O que podemos esperar da nova era da Dior?
O Paris Fashion Week serviu de palco para a primeira coleção desenvolvida por uma mulher à frente da marca, que em 2017 completará 70 anos

A estreia de Maria Grazia Chiuri à frente da Dior deu o que falar nesta última semana de moda de Paris. O que se viu foi um mix entre vestidos românticos e looks despretensiosos. A estilista também propagou mensagens feministas no desfile que contou com a participação de diversas celebridades na primeira fila, como Rihanna e Jennifer Lawrence.
Sendo a primeira mulher que assume a direção artística da casa que existe desde 1947, Maria recebeu elogios dos críticos. Pelo que foi conferido na passarela, promete alinhar modernidade e glamour, mas de uma forma diferente do futurismo proposto por seu antecessor, Raf Simons.

Quando Raf optou por sair da Dior, muita gente especulou qual seria o próximo estilista que tomaria seu lugar. Especialistas em moda falaram no nome de Alber Elbaz – que saiu abruptamente da Lanvin –, J.W. Anderson, Marc Jacobs e Simone Rocha. No entanto, ninguém esperava a escolha de Maria Grazia Chiuri para o cargo. Principalmente por causa de sua carreira sólida na Valentino, que durou 17 anos – 8 deles como codiretora criativa ao lado de Pierpaolo Piccioli, que agora cuida sozinho da grife italiana.
Entre no canal de WhatsApp do MetrópolesA escolha parece ter sido certeira, bem diferente da arriscada proposta da Saint Laurent, que botou Heidi Slimane para correr e assinou com Anthony Vaccarello logo em seguida. A nova era da marca não agradou nem um pouco o público da Paris Fashion Week. A estética um tanto disforme abusou de uma silhueta ultrasexy, mas ao mesmo tempo desengonçada e sem harmonia que, provavelmente, fez a Saint Laurent sentir saudade dos tempos áureos de Slimane.

No entanto, Maria apostou também no vanguardismo.
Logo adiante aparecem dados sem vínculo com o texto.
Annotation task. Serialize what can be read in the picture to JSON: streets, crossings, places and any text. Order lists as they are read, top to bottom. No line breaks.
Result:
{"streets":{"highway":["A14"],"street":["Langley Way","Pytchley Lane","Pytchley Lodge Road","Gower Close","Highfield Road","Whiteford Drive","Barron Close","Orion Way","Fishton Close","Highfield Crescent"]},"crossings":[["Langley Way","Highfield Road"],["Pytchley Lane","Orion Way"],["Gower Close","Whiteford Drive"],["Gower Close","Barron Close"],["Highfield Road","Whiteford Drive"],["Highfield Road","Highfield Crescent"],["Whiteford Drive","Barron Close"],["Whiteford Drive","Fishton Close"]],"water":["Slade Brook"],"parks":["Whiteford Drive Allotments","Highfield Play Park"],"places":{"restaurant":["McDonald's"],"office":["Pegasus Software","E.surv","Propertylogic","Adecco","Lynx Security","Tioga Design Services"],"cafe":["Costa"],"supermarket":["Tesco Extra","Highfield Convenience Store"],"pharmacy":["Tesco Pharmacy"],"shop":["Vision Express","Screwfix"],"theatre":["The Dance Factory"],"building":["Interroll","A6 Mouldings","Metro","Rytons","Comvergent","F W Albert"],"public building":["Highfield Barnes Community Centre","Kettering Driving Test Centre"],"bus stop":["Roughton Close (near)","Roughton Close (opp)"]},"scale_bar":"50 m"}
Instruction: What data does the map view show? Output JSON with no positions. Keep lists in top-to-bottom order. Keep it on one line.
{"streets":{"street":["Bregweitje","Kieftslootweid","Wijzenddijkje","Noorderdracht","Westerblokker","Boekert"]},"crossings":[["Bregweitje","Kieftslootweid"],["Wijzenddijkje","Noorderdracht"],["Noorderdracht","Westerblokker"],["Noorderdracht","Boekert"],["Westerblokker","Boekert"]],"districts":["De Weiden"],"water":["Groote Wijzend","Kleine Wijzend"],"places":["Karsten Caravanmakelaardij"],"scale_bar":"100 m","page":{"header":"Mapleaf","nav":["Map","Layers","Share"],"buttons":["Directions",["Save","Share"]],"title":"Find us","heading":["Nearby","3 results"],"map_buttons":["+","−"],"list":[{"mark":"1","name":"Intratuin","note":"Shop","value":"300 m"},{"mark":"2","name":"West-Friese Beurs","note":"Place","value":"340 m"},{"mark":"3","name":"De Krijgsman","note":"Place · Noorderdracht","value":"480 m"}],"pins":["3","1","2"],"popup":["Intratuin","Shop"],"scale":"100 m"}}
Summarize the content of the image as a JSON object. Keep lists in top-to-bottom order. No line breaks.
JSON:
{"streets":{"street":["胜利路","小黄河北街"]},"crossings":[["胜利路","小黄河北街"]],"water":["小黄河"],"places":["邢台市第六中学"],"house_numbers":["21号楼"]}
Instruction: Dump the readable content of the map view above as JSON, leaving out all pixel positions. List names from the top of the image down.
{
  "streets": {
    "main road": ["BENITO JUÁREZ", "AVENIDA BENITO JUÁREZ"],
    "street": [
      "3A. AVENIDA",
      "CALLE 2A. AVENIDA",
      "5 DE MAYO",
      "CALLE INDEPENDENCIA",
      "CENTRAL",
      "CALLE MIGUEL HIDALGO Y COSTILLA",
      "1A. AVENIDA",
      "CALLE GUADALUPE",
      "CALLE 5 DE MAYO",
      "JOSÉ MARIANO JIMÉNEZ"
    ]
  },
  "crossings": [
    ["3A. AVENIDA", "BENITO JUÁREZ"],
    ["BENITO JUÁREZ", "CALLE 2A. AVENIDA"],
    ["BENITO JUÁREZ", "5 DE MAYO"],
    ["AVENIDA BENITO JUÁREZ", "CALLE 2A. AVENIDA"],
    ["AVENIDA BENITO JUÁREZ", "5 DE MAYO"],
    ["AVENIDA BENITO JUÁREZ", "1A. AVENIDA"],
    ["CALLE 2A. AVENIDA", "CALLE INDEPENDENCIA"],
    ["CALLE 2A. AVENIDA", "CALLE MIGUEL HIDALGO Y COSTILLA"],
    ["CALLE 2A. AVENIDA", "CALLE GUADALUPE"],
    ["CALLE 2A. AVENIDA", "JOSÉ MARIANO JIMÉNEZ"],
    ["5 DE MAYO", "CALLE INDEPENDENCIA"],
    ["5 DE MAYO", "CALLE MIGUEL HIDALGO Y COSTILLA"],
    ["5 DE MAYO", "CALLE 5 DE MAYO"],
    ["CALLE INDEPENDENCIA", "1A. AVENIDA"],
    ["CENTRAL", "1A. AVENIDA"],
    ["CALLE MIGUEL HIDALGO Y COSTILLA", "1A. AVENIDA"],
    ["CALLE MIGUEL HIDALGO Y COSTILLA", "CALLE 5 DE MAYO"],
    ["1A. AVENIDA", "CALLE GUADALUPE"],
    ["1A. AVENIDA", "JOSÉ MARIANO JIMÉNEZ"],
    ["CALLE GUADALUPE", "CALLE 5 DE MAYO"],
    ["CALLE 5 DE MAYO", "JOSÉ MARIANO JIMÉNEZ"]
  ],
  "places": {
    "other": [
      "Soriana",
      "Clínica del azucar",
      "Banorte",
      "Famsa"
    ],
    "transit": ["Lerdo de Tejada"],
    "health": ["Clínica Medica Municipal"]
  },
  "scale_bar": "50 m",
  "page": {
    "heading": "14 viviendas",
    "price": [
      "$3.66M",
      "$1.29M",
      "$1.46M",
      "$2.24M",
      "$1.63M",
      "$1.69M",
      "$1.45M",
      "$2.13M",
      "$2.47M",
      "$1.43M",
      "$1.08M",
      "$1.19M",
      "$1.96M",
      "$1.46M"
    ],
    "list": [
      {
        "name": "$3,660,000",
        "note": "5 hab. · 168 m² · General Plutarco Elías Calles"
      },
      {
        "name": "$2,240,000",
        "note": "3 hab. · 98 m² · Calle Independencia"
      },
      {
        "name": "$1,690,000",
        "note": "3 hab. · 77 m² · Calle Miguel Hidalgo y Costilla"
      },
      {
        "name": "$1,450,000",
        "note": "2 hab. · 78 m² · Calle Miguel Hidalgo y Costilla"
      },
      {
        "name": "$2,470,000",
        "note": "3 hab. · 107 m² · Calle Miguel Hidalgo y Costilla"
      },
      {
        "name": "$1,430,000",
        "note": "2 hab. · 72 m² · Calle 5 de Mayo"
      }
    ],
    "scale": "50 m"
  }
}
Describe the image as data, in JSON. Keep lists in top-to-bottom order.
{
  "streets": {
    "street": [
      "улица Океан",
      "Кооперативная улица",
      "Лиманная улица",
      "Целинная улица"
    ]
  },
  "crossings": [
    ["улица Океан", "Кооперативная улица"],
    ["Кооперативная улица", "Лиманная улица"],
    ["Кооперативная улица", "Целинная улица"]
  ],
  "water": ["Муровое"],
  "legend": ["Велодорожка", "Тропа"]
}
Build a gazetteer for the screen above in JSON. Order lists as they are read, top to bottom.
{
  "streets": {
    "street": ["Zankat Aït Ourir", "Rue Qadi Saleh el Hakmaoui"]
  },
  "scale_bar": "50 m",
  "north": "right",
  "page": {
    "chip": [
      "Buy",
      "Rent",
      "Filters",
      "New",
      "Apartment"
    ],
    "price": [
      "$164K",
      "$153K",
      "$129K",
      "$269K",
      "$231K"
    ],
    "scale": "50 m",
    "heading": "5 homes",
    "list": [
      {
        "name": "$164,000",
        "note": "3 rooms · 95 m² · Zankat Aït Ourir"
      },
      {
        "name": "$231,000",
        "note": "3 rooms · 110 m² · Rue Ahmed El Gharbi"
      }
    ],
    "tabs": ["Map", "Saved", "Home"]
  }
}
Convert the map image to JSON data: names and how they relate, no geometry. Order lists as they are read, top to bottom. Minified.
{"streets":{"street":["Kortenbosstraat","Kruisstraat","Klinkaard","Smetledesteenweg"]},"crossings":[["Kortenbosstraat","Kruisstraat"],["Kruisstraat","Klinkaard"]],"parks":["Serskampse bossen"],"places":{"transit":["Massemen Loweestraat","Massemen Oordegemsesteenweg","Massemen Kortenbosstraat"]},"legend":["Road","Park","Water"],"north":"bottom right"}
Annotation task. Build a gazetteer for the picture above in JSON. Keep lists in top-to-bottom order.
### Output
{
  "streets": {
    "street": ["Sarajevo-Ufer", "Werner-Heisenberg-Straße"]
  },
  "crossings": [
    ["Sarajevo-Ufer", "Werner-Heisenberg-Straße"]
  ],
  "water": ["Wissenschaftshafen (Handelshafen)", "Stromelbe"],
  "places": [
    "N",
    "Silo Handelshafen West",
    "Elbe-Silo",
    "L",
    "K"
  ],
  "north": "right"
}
Além das pitadas de streetwear, as peças iam de um minimalismo extra-clean aos bordados repletos de detalhes uma mistura que pode agradar em cheio a inquieta geração millenials.
O tule foi o grande protagonista da coleção aparecendo em vestidos e saias de diversos comprimentos com toques femininos. Um dos looks mais compartilhados foi a t-shirt com a mensagem “Nós devemos todos ser feministas” que, aparentemente, se tornou a peça favorita da temporada pelo número de reposts e retweets.


No mais, a logomania reinou absoluta com o nome da grife aparecendo nas bolsas e em alças de vestidos e sutiãs. Além disso, Maria fez renascer o slogan “J’adore Dior”, agora abreviado como “J’adior”. Saltos baixos, sneakers e sapatilhas também estavam lá para determinar a visão primordial da diretora artística: a ideia de que luxo pode sim ser confortável, leve e descontraído. E que venham mais coleções.